I've had some success with local models by chaining "agents" together in a workflow. Each agent has a different prompt and uses a different ollama model based on what their role is. The project manager, schema agent(qwen3:14b), etc. doesn't use the same model as the coding agent (qwen2.5-coder:7b). Between each step is an orchestrator and with a Playwright task which attempts to surface errors to the agent who introduced the previous code block. Only error-free blocks are forwarded to the next workflow step.

Probably the biggest improvement was including a backend-for-agents service definition which instructed the schema agent they were to only produce only a manifest based on the task, and to pass off that off to the next agent.

In short, I split tasks up into many pieces by defining a workflow where agents are only allowed to do very specific things before their work is passed along. This keeps them grounded and capable while also creating places for me to intervene if a workflow was say 25% or 90% successful.

pianopatrick 4 hours ago | parent | next [-]

I wish someone would do a benchmark and competition for this kind of work flow so we could figure out what works well.

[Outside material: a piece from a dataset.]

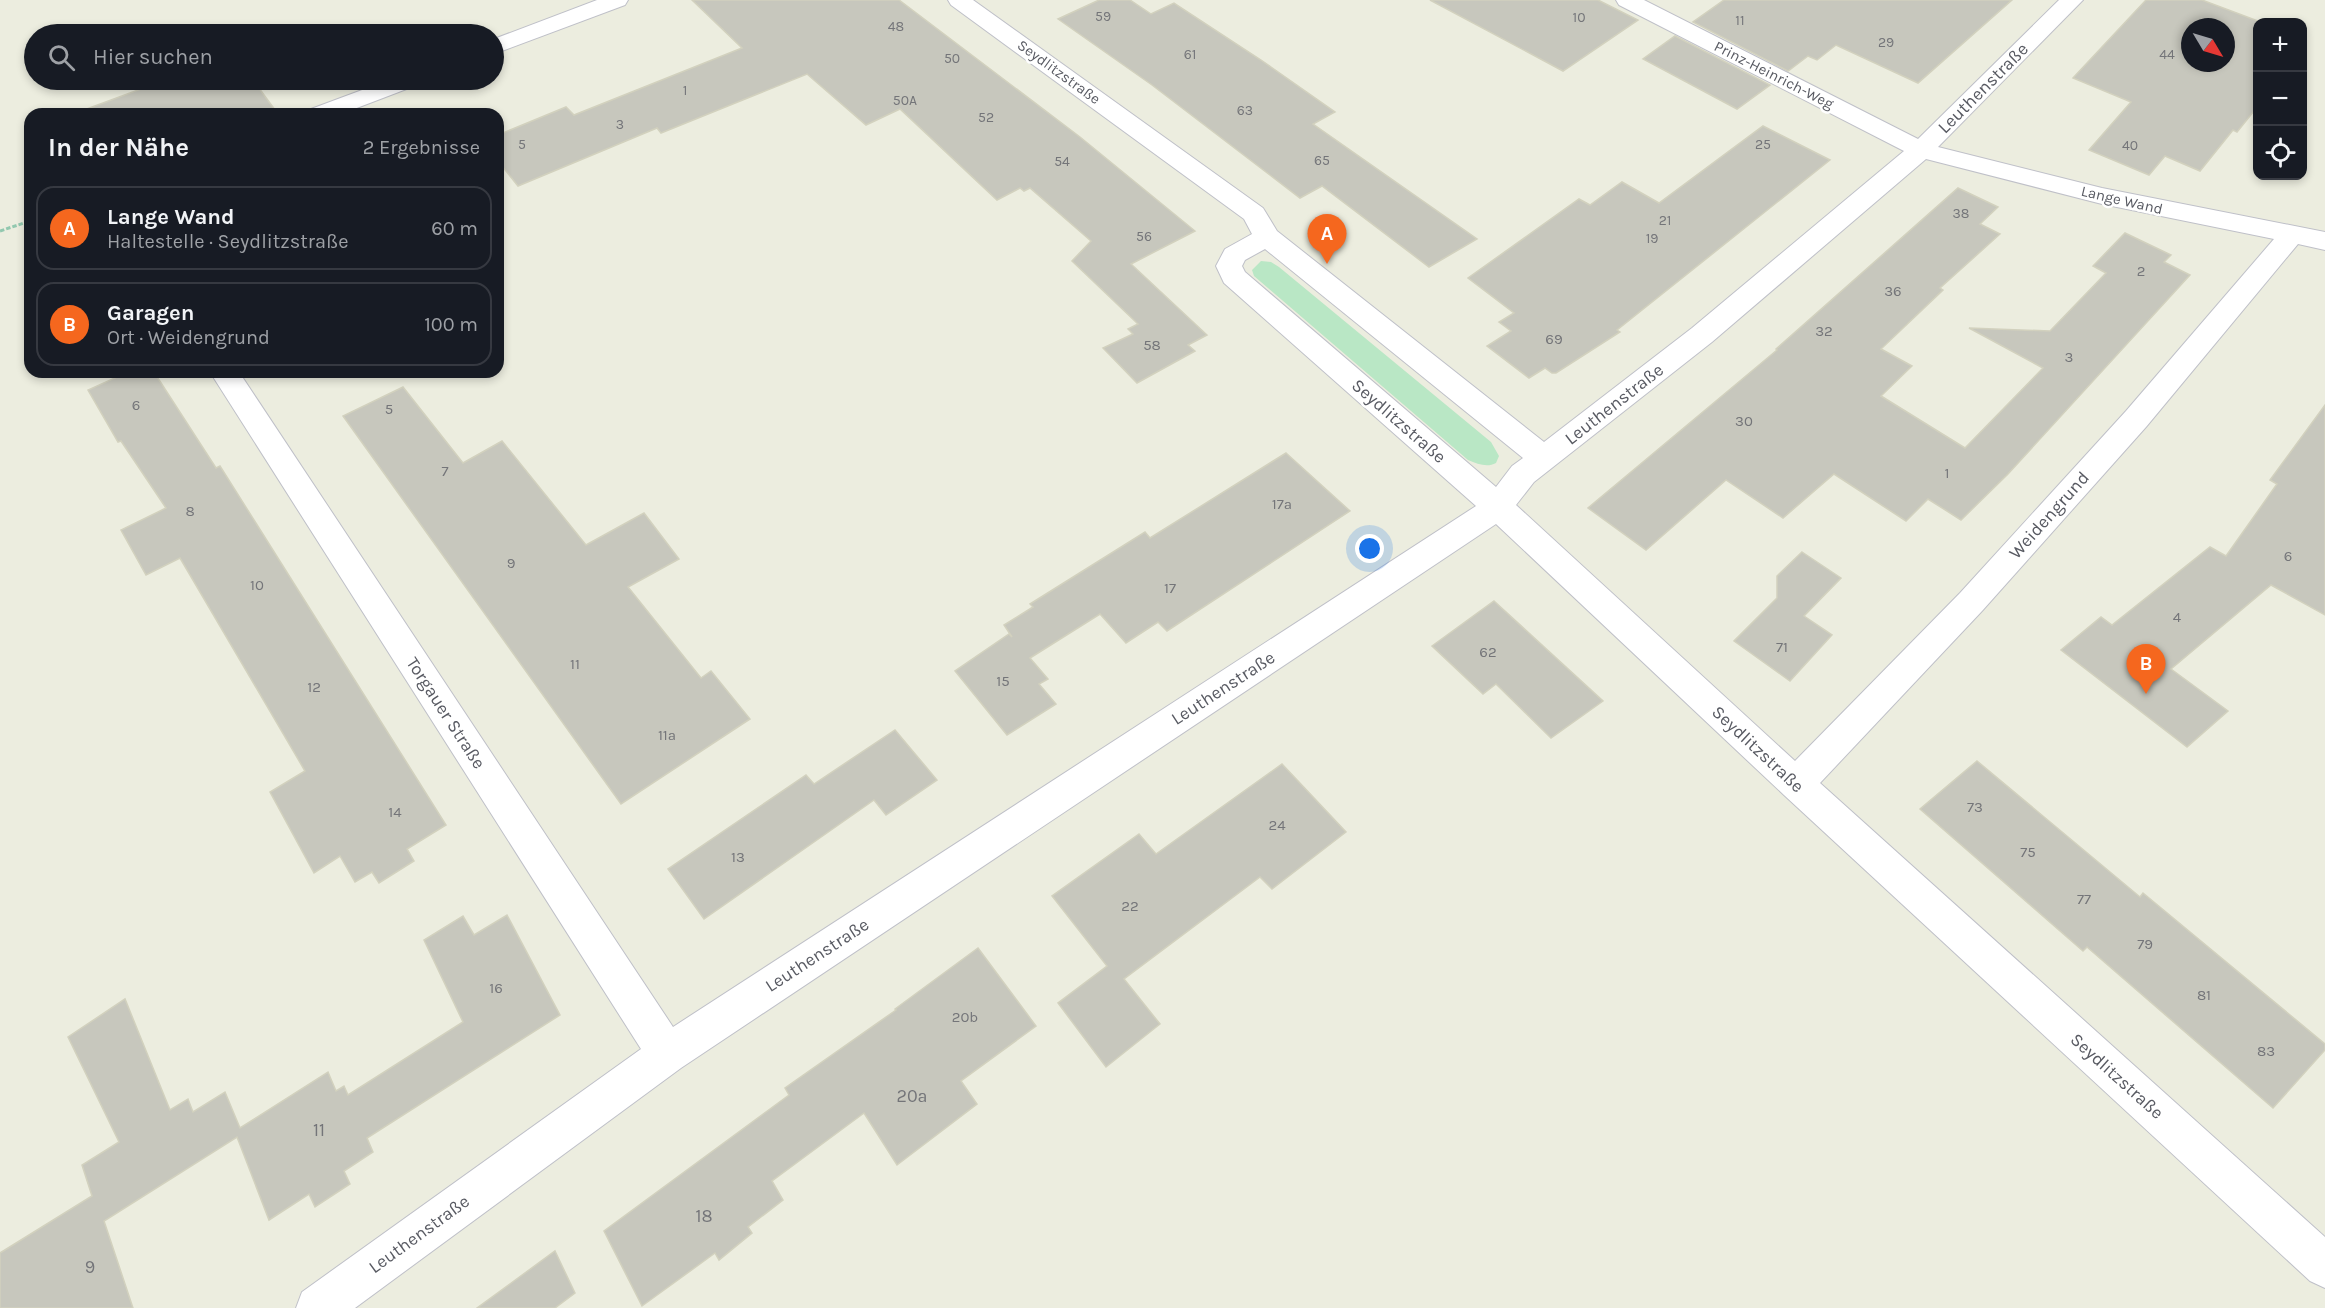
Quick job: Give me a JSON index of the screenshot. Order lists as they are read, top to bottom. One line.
{"streets":{"street":["Seydlitzstraße","Prinz-Heinrich-Weg","Leuthenstraße","Lange Wand","Weidengrund","Torgauer Straße"]},"crossings":[["Seydlitzstraße","Leuthenstraße"],["Seydlitzstraße","Weidengrund"],["Prinz-Heinrich-Weg","Leuthenstraße"],["Prinz-Heinrich-Weg","Lange Wand"],["Leuthenstraße","Lange Wand"],["Leuthenstraße","Torgauer Straße"],["Lange Wand","Weidengrund"]],"house_numbers":["59","10","11","48","29","61","44","50","1","50A","63","52","3","5","25","40","65","54","38","21","56","19","2","36","32","69","58","3","6","5","30","7","1","17a","8","6","9","10","17","4","71","62","11","15","12","11a","73","14","24","75","13","77","22","79","16","81","20b","83","20a","11","18","9"],"north":"bottom right","page":{"map_buttons":["+","−"],"search":"Hier suchen","heading":["In der Nähe","2 Ergebnisse"],"list":[{"mark":"A","name":"Lange Wand","note":"Haltestelle · Seydlitzstraße","value":"60 m"},{"mark":"B","name":"Garagen","note":"Ort · Weidengrund","value":"100 m"}],"pins":["A","B"]}}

Like "Here's this consumer grade GPU. Using only this GPU but with whatever models and workflow you want, see how well you can do on xyz benchmark."

Contestants would be given like 1 hour max and scored based on % of questions answered, % of questions correct and total time to finish.

Like "The Local AI challenge"

sowbug 3 hours ago | parent | prev [-]

Have you (or anyone else) tried letting agents compete? For example, give the same coding task to two models, or to the same model with a different seed, and have the reviewer choose the better result.

Some think the human brain works similarly: thousands of mini-brain cortical columns, each with a slightly different take on the situation, voting in a majority-rules system.